Each year, the Department of Banking, with the coordination of the Government Relations and Consumer Affairs Division, conducts an active legislative program.  The following bills represent the agency's 2009 legislative proposals.  

Please note that the hyperlinks for each bill lead to the Connecticut General Assembly website.  The following bill summaries were written by the Office of Legislative Research.

Department of Banking Proposals

Public Act 09-100 - SB 617
An Act Concerning Branching and Authority to Implement the National Defense Authorization Act.

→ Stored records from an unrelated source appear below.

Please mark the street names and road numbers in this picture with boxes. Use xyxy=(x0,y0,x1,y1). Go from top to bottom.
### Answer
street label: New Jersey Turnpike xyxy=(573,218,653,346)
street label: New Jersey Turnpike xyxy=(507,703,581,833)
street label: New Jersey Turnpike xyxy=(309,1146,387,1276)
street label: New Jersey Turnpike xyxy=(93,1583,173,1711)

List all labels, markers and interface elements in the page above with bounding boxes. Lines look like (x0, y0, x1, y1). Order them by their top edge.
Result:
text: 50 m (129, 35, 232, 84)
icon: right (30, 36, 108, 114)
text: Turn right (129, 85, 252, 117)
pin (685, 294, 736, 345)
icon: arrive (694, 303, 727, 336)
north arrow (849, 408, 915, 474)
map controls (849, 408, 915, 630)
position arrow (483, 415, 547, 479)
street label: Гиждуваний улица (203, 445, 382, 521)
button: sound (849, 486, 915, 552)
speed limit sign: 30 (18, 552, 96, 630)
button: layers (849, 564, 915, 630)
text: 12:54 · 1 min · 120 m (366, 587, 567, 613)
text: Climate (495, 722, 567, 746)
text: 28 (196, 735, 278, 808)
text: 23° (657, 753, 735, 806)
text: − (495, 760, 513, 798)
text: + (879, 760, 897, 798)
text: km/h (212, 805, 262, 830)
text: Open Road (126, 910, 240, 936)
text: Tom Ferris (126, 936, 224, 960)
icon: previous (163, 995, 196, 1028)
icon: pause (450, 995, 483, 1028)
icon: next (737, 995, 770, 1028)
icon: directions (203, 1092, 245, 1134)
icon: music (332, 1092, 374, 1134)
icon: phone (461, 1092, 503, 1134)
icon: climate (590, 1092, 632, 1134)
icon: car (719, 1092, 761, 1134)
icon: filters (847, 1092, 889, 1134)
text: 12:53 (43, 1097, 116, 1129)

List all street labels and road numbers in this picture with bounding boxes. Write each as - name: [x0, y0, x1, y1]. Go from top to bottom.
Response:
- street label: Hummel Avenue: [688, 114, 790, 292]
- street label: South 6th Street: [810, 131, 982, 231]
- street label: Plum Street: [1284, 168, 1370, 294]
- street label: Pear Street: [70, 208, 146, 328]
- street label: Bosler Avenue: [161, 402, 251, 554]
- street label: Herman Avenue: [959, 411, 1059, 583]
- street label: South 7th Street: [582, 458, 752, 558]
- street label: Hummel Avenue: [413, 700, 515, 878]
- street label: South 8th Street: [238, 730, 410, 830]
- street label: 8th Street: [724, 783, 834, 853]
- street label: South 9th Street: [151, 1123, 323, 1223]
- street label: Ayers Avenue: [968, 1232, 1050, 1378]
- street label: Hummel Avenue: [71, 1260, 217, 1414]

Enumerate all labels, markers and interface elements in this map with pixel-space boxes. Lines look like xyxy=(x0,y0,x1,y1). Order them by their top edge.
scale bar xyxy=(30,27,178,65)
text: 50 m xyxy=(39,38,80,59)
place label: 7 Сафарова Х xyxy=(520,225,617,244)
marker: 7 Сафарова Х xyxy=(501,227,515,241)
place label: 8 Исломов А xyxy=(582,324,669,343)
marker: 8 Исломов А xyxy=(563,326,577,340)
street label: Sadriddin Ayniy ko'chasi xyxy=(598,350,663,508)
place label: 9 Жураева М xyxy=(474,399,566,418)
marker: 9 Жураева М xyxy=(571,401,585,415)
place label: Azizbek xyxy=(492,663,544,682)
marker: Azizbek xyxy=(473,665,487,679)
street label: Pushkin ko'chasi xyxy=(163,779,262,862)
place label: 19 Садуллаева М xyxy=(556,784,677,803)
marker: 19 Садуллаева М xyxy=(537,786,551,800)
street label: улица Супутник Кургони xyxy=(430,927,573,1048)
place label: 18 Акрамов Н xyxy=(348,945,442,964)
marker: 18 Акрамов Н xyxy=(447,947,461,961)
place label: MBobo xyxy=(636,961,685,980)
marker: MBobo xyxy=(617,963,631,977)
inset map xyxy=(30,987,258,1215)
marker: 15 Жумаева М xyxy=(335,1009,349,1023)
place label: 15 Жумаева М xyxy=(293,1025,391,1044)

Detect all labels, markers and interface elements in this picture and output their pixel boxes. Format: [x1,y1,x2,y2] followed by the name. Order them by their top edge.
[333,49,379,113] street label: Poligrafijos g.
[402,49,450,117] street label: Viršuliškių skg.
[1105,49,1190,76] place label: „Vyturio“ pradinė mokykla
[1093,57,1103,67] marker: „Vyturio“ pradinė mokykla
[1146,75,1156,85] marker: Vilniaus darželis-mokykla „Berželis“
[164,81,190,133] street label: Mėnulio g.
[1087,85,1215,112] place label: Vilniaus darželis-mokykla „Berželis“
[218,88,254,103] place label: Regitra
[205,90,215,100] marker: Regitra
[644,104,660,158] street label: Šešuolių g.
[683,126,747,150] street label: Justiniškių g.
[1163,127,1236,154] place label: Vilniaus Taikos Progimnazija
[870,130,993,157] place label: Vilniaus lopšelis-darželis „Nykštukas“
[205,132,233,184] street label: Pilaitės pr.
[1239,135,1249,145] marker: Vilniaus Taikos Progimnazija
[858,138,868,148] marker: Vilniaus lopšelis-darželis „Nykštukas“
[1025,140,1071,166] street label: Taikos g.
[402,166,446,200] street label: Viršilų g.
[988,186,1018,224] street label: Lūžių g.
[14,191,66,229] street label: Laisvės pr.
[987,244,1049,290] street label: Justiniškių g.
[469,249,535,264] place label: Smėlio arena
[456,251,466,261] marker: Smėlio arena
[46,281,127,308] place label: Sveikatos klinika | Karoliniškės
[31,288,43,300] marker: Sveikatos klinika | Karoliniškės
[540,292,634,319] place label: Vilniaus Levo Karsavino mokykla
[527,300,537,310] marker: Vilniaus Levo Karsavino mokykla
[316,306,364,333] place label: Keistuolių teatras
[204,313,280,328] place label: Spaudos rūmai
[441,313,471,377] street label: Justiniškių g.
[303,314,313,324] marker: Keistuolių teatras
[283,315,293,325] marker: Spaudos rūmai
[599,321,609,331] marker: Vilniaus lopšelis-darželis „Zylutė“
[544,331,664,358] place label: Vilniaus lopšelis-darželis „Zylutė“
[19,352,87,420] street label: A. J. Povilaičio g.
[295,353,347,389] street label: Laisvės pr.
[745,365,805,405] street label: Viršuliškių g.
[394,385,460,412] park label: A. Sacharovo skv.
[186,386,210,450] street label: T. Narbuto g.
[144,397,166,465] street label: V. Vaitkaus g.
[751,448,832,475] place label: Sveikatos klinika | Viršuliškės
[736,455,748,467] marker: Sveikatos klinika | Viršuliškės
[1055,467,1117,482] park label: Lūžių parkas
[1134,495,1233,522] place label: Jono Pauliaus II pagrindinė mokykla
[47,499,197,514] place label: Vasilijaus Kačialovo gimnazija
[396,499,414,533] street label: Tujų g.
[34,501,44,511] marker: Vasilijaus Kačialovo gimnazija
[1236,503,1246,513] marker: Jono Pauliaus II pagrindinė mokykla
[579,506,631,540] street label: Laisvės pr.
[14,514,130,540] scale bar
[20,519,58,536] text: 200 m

This act allows the banking commissioner, between October 1, 2009 and September 30, 2011, to accept applications for “expedited” Connecticut banks. These are banks organized primarily for the purpose of assuming liabilities and purchasing assets from the Federal Deposit Insurance Corporation (FDIC) when it is acting as receiver or conservator of an insured depository institution. Additionally, the act allows the banking commissioner to waive the filing of a Community Reinvestment Act (CRA) plan for banks that meet certain standards, and expedites the process for them to establish bank branches.

The act also:

  1. allows Connecticut banks to open “special need limited branches” for high school students, under certain conditions;
  2. provides that no fee can be charged for an application to relocate a Connecticut bank's main office;
  3. allows a Connecticut capital stock bank to declare a dividend on its capital stock if it has received the commissioner's prior approval;
  4. clarifies the laws applicable to, and allowable activities of, out-of-state banks;
  5. requires Connecticut institutions subject to a federal law that limits the consumer credit interest rate that can be charged to members of the armed services and their dependents to follow the law and allows the commissioner to share information with the federal government to enforce it; and
  6. makes technical and conforming changes.

Effective Date: Upon passage, except that the provisions on the relocation fee, capital stock bank dividends, and expedited banks are effective October 1, 2009.

Public Act 09-160 - HB 6232
An Act Concerning the Connecticut Business Opportunity Investment Act.

This act makes changes to the Connecticut Business Opportunity Act (CBOA), which regulates the sale and lease of products, equipment, supplies, or services that enable a person to start his or her own business. It consolidates existing registration procedures and requires more business opportunities to be registered by eliminating certain exemptions. It expands the situations under which the banking commissioner can issue a stop order. It also enhances disclosure requirements, including by prohibiting a person, in connection with any procedures under CBOA, from omitting to state a material fact that, in light of the circumstances under which it was made, makes the statement false or misleading.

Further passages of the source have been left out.